EXERCISE REQUIREMENTS => In the listing that follows, count the lines holding the word "strokeStyle" and report only that number.

RECORD SET =>
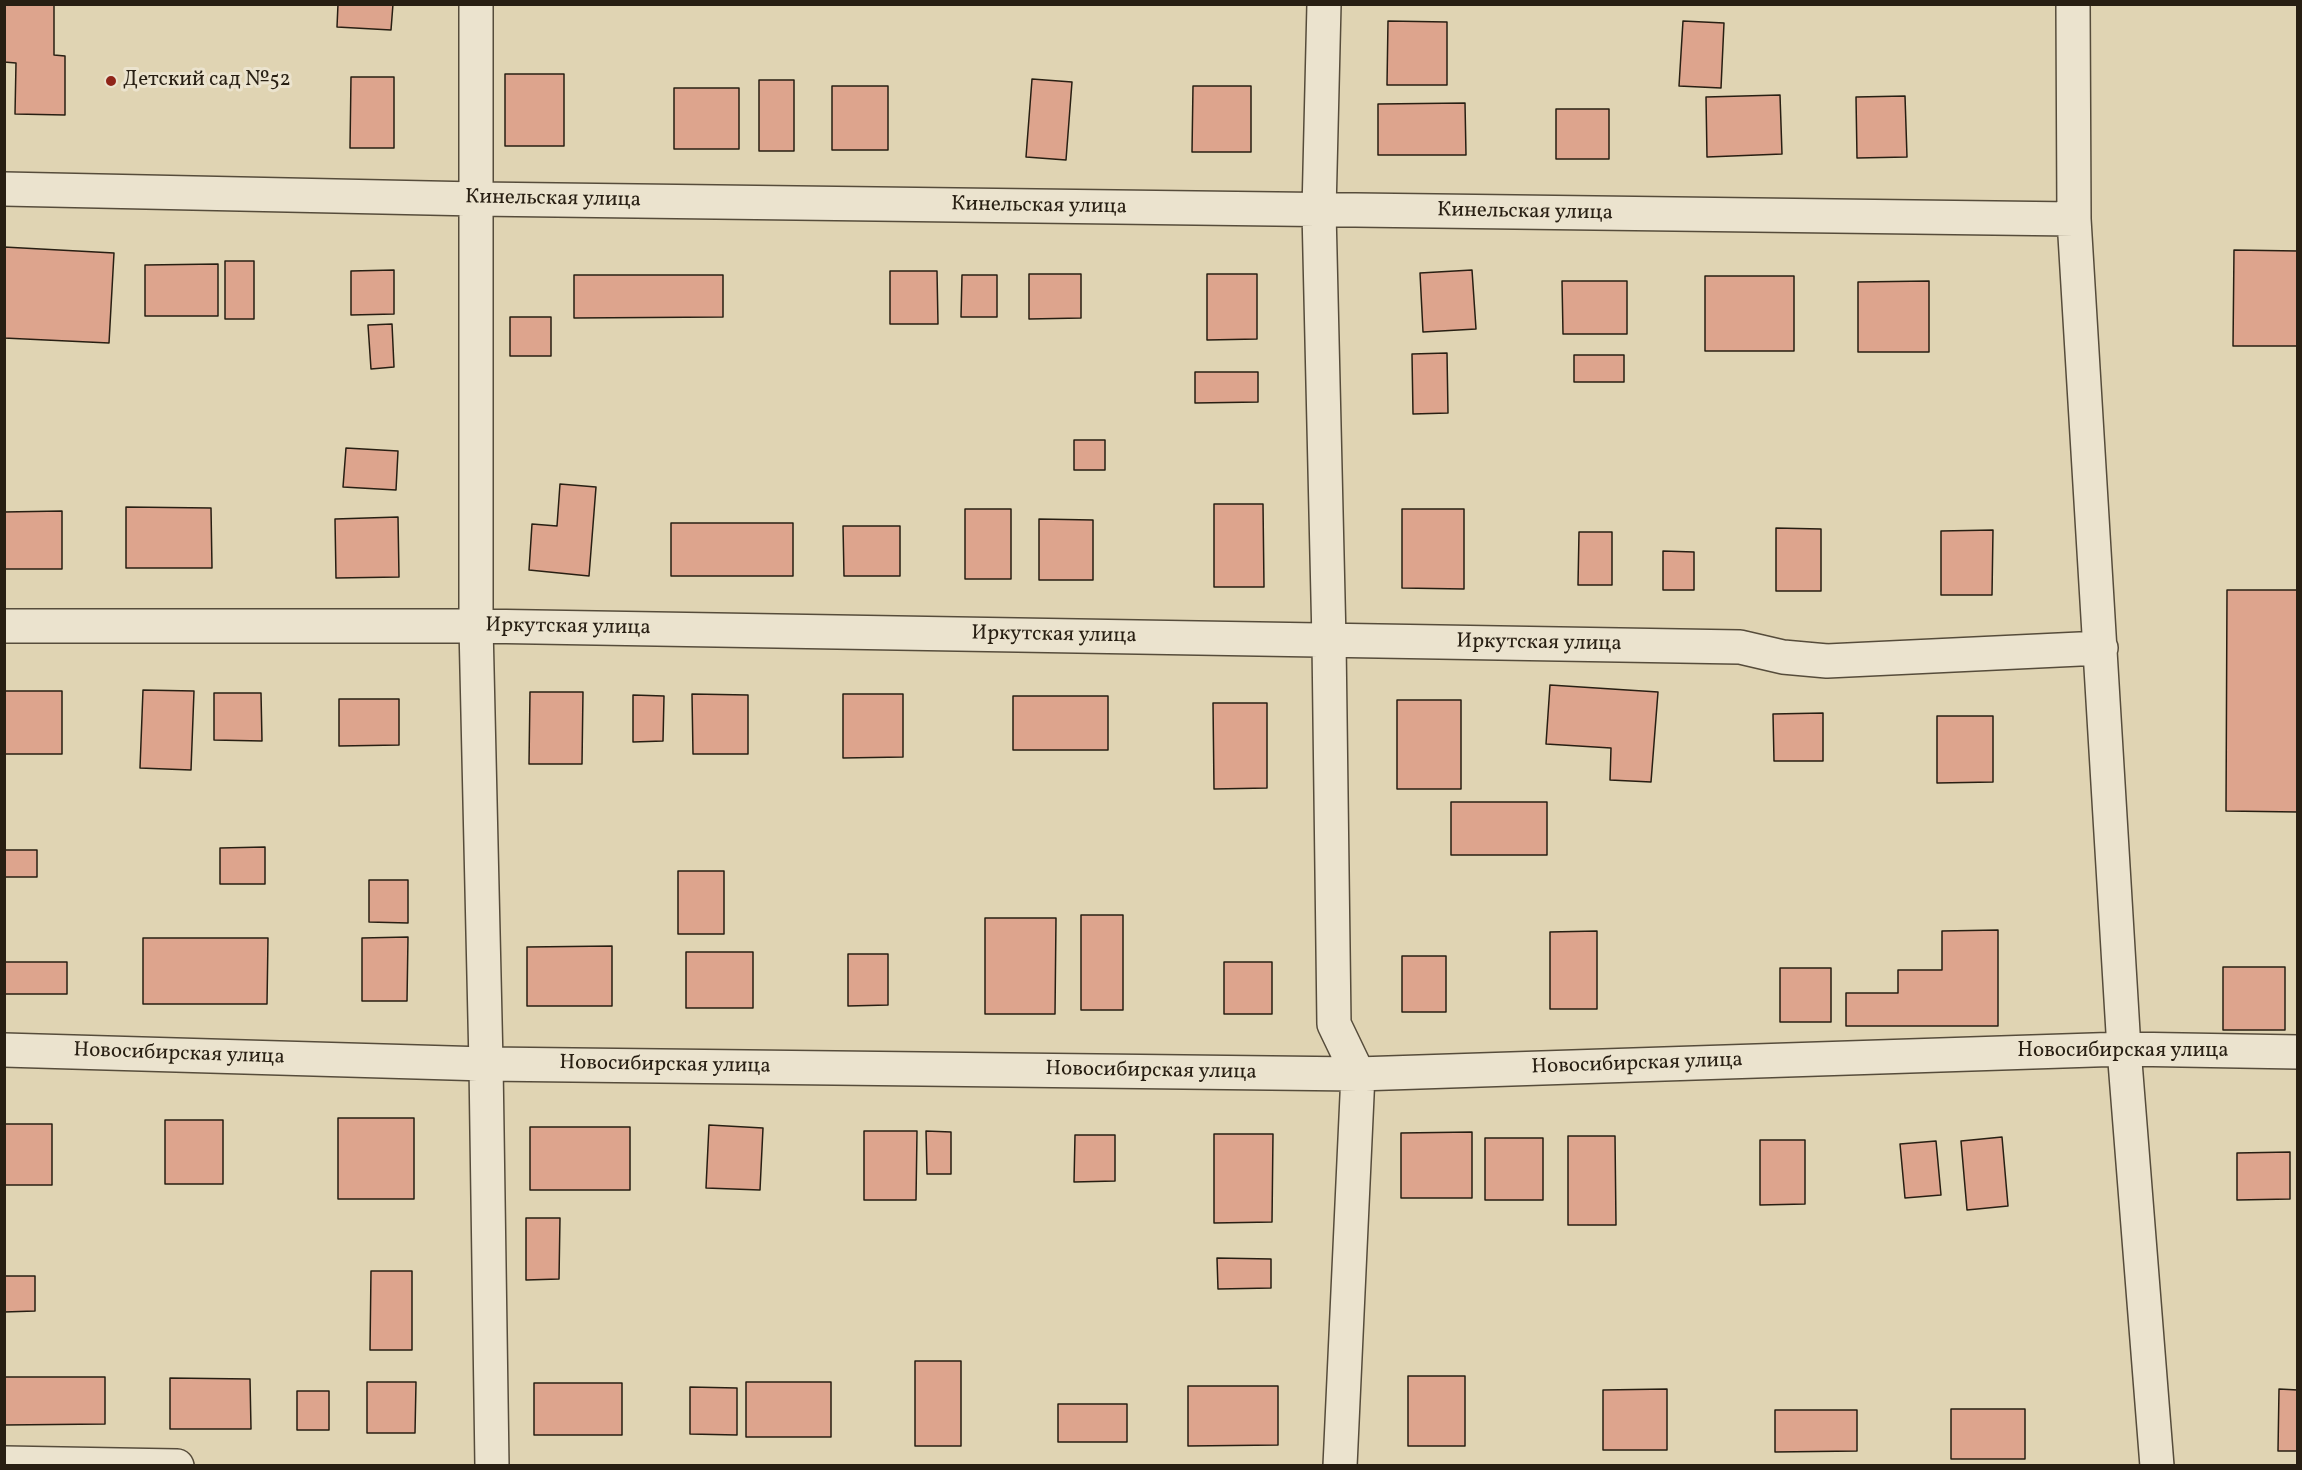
<!DOCTYPE html>
<meta charset="utf-8">
<style>
body{margin:0}
#map{position:relative;width:2302px;height:1470px;overflow:hidden;background:#e0d4b3;font-family:Vollkorn,serif}
canvas{display:block}
.frame{position:absolute;inset:0;border:6px solid #281f13;pointer-events:none}
</style>
<div id="map">
<canvas width="2302" height="1470"></canvas>
<div class="frame"></div>
</div>
<script>
const c = document.querySelector('canvas').getContext('2d');
c.lineJoin = 'round';
function paint(path, color) { c.fillStyle = color; c.fill(path, 'evenodd'); }
function strokePath(path, color, width, dash) { c.strokeStyle = color; c.lineWidth = width; c.lineCap = dash ? 'butt' : 'round'; c.setLineDash(dash || []); c.stroke(path); }
function write(font, color, halo, rows, align = 'center') {
  c.font = font + ' Vollkorn,serif'; c.lineWidth = 6; c.setLineDash([]); c.textBaseline = 'middle'; c.strokeStyle = halo; c.fillStyle = color; for (const [text, x, y, turn = 0] of rows) {
    c.save(); c.translate(x, y); c.rotate((+turn || 0) * Math.PI / 180); c.textAlign = isNaN(turn) ? turn : align; if (halo) c.strokeText(text, 0, 0); c.fillText(text, 0, 0); c.restore();
  }
}
const building = new Path2D(`
 M4,4H54V55L65,56V115L15,114L16,63L4,62Z
 M338,4H393L391,30L337,27Z
 M1388,21L1447,22V85H1387Z
 M1683,21L1724,23L1721,88L1679,86Z
 M505,74H564V146H505Z
 M351,77H394V148H350Z
 M1032,79L1072,82L1066,160L1026,157Z
 M759,80H794V151H759Z
 M832,86H888V150H832Z
 M1193,86H1251V152H1192Z
 M674,88H739V149H674Z
 M1780,95L1782,154L1707,157L1706,97Z
 M1905,96L1907,157L1857,158L1856,97Z
 M1465,103L1466,155H1378V104Z
 M1556,109H1609V159H1556Z
 M4,247L114,253L109,343L4,338Z
 M2234,250L2298,251V346H2233Z
 M225,261H254V319H225Z
 M218,264V316H145V265Z
 M394,270V314L351,315V271Z
 M1472,270L1476,329L1423,332L1420,273Z
 M890,271H937L938,324H890Z
 M1029,274H1081V318L1029,319Z
 M1207,274H1257V339L1207,340Z
 M574,275H723V317L574,318Z
 M962,275H997V317H961Z
 M1705,276H1794V351H1705Z
 M1562,281H1627V334H1563Z
 M1929,281V352H1858V282Z
 M510,317H551V356H510Z
 M392,324L394,367L371,369L368,325Z
 M1447,353L1448,413L1413,414L1412,354Z
 M1574,355H1624V382H1574Z
 M1195,372H1258V402L1195,403Z
 M1074,440H1105V470H1074Z
 M346,448L398,451L396,490L343,487Z
 M560,484L596,487L589,576L529,570L532,524L557,526Z
 M1214,504H1263L1264,587H1214Z
 M126,507L211,508L212,568H126Z
 M965,509H1011V579H965Z
 M1402,509H1464V589L1402,588Z
 M62,511V569H4V512Z
 M398,517L399,577L336,578L335,519Z
 M1039,519L1093,520V580H1039Z
 M671,523H793V576H671Z
 M843,526H900V576H844Z
 M1776,528L1821,529V591H1776Z
 M1993,530L1992,595H1941V531Z
 M1579,532H1612V585H1578Z
 M1663,551L1694,552V590H1663Z
 M2227,590H2298V812L2226,811Z
 M1550,685L1658,692L1651,782L1610,780L1611,748L1546,744Z
 M143,690L194,691L191,770L140,768Z
 M4,691H62V754H4Z
 M530,692H583L582,764H529Z
 M214,693H261L262,741L214,740Z
 M692,694L748,695V754H693Z
 M843,694H903V757L843,758Z
 M633,695L664,696L663,741L633,742Z
 M1013,696H1108V750H1013Z
 M339,699H399V745L339,746Z
 M1397,700H1461V789H1397Z
 M1213,703H1267V788L1214,789Z
 M1823,713V761H1774L1773,714Z
 M1937,716H1993V782L1937,783Z
 M1451,802H1547V855H1451Z
 M265,847V884H220V848Z
 M4,850H37V877H4Z
 M678,871H724V934H678Z
 M369,880H408V923L369,922Z
 M1081,915H1123V1010H1081Z
 M985,918H1056L1055,1014H985Z
 M1998,930V1026H1846V993H1898V970H1942V931Z
 M1597,931V1009H1550V932Z
 M408,937L407,1001H362V938Z
 M143,938H268L267,1004H143Z
 M612,946V1006H527V947Z
 M686,952H753V1008H686Z
 M848,954H888V1005L848,1006Z
 M1402,956H1446V1012H1402Z
 M4,962H67V994H4Z
 M1224,962H1272V1014H1224Z
 M2223,967H2285V1030H2223Z
 M1780,968H1831V1022H1780Z
 M338,1118H414V1199H338Z
 M165,1120H223V1184H165Z
 M4,1124H52V1185H4Z
 M709,1125L763,1128L760,1190L706,1188Z
 M530,1127H630V1190H530Z
 M864,1131H917L916,1200H864Z
 M926,1131L951,1132V1174H927Z
 M1472,1132V1198H1401V1133Z
 M1214,1134H1273L1272,1222L1214,1223Z
 M1075,1135H1115V1181L1074,1182Z
 M1568,1136H1615L1616,1225H1568Z
 M2002,1137L2008,1206L1967,1210L1961,1141Z
 M1485,1138H1543V1200H1485Z
 M1760,1140H1805V1204L1760,1205Z
 M1936,1141L1941,1195L1905,1198L1900,1144Z
 M2290,1152V1199L2237,1200V1153Z
 M526,1218H560L559,1279L526,1280Z
 M1217,1258L1271,1259V1288L1218,1289Z
 M371,1271H412V1350H370Z
 M4,1276H35V1311L4,1312Z
 M915,1361H961V1446H915Z
 M1408,1376H1465V1446H1408Z
 M4,1377H105V1424L4,1425Z
 M170,1378L250,1379L251,1429H170Z
 M367,1382H416L415,1433H367Z
 M746,1382H831V1437H746Z
 M534,1383H622V1435H534Z
 M1188,1386H1278V1445L1188,1446Z
 M690,1387L737,1388V1435L690,1434Z
 M1667,1389V1450H1603V1390Z
 M2279,1389L2298,1390V1451H2278Z
 M297,1391H329V1430H297Z
 M1058,1404H1127V1442H1058Z
 M1951,1409H2025V1459H1951Z
 M1775,1410H1857V1451L1775,1452Z`);
paint(building, '#dda48d');
strokePath(building, '#281f13', 1.5);
const street = new Path2D(`
 M476,4V626L486,1064L492,1466
 M1324,4L1319,211L1329,641L1334,1024L1358,1074L1340,1466
 M2073,4L2074,219L2124,1049L2157,1466
 M4,189L477,199L2074,219
 M4,626H476L1740,647L1783,657L1827,661L2101,648
 M4,1050L486,1064L1358,1074L2124,1049L2298,1052
 M4,1463L177,1466`);
strokePath(street, '#564c3b', 36);
strokePath(street, '#ebe3ce', 33);
for (const [x, y, r, color] of [
 [111,81,6,"#8f2418"]
]) { const dot = new Path2D(); dot.arc(x, y, r, 0, 2 * Math.PI); c.fillStyle = color; c.fill(dot); strokePath(dot, '#ebe3ce', 2); }
write('21px', '#281f13', '#ebe3ce', [
 ["Детский сад №52",123,81]
], 'left');
write('21px', '#281f13', '#ebe3ce', [
 ["Кинельская улица",553,200,1],
 ["Кинельская улица",1039,207,1],
 ["Кинельская улица",1525,213,1],
 ["Иркутская улица",568,628,1],
 ["Иркутская улица",1054,636,1],
 ["Иркутская улица",1539,644,1],
 ["Новосибирская улица",2123,1052],
 ["Новосибирская улица",179,1055,2],
 ["Новосибирская улица",1637,1065,-2],
 ["Новосибирская улица",665,1066,1],
 ["Новосибирская улица",1151,1072,1]
]);
</script>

SOLVED PROBLEM => 2